Concussion of the brain consists of a molecular vibration of the brain substance, with or without laceration, but with multiple punctiform ecchymoses. The condition may be accompanied by grave symptoms at the time, or they may only appear at a later period. Concussion is a frequent result of railway accidents.
Compression may be caused by depressed fracture, haemorrhage, abscess, tumour, etc., and its effects will depend on the extent and location of the lesion.
Abscesses of the brain occur most frequently in the temporo-sphenoidal lobe or in the cerebellum, the infection being conveyed from the middle ear in many instances. It is noteworthy that cerebral abscesses are generally accompanied by low temperature and slow, full pulse, owing to the compression of the brain.

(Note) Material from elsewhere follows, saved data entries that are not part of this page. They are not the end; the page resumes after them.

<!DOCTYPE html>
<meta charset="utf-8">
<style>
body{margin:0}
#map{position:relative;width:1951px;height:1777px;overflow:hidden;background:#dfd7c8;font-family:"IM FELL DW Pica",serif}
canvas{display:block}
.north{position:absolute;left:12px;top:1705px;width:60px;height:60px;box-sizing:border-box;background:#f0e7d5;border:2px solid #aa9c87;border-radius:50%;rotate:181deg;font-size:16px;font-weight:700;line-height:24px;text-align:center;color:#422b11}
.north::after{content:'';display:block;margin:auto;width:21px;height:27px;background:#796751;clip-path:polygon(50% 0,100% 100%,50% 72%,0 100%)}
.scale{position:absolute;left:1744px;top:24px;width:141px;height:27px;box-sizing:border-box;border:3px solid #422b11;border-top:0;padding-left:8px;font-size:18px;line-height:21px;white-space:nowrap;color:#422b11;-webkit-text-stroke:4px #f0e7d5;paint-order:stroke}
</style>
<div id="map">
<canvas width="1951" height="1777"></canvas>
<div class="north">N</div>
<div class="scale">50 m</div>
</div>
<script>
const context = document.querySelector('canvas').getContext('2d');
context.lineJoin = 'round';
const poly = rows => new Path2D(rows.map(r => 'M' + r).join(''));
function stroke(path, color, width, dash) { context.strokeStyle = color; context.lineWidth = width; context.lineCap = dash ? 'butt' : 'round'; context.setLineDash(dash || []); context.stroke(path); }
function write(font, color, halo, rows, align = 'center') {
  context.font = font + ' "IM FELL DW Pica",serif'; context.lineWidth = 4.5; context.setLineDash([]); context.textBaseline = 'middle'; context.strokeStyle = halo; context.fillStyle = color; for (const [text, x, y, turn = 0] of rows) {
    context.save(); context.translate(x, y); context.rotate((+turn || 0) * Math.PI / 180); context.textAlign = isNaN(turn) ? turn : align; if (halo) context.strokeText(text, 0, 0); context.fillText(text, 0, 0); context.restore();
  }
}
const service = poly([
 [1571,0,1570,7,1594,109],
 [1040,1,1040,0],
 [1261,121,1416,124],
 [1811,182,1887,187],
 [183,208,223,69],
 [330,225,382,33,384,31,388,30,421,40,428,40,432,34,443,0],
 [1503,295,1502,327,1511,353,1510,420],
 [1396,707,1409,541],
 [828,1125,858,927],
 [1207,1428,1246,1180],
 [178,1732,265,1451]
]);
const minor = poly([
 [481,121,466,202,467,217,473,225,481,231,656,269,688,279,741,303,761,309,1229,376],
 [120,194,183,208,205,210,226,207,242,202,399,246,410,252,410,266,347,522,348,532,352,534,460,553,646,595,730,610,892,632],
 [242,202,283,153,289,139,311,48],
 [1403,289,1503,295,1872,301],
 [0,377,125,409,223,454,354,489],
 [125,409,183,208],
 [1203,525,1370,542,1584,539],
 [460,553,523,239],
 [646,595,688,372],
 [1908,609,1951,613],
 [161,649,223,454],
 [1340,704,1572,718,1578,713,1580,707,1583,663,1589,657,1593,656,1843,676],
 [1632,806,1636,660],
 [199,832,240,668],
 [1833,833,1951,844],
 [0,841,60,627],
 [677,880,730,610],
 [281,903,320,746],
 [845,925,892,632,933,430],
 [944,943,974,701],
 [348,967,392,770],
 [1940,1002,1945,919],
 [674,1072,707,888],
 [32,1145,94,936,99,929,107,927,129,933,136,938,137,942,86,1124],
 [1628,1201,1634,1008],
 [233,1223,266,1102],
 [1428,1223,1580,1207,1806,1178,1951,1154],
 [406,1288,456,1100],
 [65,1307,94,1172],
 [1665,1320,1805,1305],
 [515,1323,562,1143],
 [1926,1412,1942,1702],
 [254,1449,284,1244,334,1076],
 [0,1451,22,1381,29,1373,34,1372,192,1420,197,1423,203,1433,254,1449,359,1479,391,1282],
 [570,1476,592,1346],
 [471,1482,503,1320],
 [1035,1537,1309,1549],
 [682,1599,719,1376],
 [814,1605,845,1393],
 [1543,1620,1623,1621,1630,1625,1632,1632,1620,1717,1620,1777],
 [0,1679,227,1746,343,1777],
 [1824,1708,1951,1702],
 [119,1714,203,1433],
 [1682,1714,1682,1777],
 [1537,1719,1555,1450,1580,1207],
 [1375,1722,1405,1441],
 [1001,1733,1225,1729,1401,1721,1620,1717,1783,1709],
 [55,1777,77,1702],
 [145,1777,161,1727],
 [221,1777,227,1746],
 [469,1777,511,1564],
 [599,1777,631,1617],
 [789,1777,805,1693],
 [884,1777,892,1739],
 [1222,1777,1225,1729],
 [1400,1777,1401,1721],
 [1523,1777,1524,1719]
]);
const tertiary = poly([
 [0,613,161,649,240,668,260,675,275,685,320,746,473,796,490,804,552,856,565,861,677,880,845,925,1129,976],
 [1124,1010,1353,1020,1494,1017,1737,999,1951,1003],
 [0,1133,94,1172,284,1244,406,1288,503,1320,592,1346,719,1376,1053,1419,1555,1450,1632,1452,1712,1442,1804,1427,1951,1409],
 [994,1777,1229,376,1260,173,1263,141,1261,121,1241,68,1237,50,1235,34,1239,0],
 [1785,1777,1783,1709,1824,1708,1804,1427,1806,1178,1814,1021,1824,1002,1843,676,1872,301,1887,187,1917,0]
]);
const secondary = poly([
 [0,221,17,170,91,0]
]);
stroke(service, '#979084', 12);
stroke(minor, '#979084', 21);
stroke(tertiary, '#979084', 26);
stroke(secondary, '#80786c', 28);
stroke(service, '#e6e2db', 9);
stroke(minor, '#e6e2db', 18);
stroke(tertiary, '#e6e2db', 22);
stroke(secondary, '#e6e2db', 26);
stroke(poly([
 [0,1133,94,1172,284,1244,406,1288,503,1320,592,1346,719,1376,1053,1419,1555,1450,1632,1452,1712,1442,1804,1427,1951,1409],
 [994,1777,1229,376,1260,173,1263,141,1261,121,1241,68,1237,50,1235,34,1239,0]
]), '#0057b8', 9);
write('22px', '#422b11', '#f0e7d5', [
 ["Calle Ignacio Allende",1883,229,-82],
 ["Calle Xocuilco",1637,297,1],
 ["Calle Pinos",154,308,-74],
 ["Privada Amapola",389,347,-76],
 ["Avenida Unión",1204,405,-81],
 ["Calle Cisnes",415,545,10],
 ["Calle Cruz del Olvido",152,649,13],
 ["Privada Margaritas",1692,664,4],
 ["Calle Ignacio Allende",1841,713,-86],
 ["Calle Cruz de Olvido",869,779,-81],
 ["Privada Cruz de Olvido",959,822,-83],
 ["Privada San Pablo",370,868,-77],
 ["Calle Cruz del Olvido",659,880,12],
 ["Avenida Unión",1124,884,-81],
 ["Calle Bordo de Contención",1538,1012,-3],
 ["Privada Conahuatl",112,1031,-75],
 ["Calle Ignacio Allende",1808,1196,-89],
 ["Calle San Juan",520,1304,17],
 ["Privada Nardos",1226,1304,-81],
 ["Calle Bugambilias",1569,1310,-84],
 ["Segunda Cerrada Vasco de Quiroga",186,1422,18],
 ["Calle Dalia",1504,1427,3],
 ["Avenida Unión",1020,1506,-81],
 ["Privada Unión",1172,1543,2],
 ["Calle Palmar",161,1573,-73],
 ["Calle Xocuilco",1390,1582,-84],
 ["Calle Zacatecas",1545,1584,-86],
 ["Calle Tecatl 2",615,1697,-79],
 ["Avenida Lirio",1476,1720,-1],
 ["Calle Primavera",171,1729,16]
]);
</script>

Of the tumours of the brain, tubercle, if it may be called a tumour, is the most common, the lesions occurring most frequently about the base, although they may occur at any part. Syphilomas occur not infrequently, while of true tumours glioma is the most common. Some gliomas present sarcomatous elements, and may ultimately erode and perforate the skull, and present on the surface as pulsating tumours. As tumours grow comparatively slowly, as a rule, the brain accommodates itself to the increasing pressure for a considerable period, pressure symptoms only becoming marked when the tumour is getting large. In such cases, even when, from size or location, removal of the tumour is out of the question, the raising of an osteoplastic skull flap, so as to relieve the pressure, is frequently followed by marked benefit. Where, on the other hand, the tumour has invaded some focal area, such as the motor cortex, the patient may be subject to fits of Jacksonian epilepsy, which differs from ordinary epilepsy in many important particulars, and which frequently affords valuable information as to the seat of the lesion, from the fit beginning in, and sometimes even being confined to, the part (e.g. a thumb) supplied by the affected portion of cortex. In operating on intracranial tumours, it is usual, instead of trephining, to raise an osteoplastic flap of superficial soft tissues and bone in one piece, so as to expose a considerable surface. After the operation is finished, the osteoplastic flap is replaced.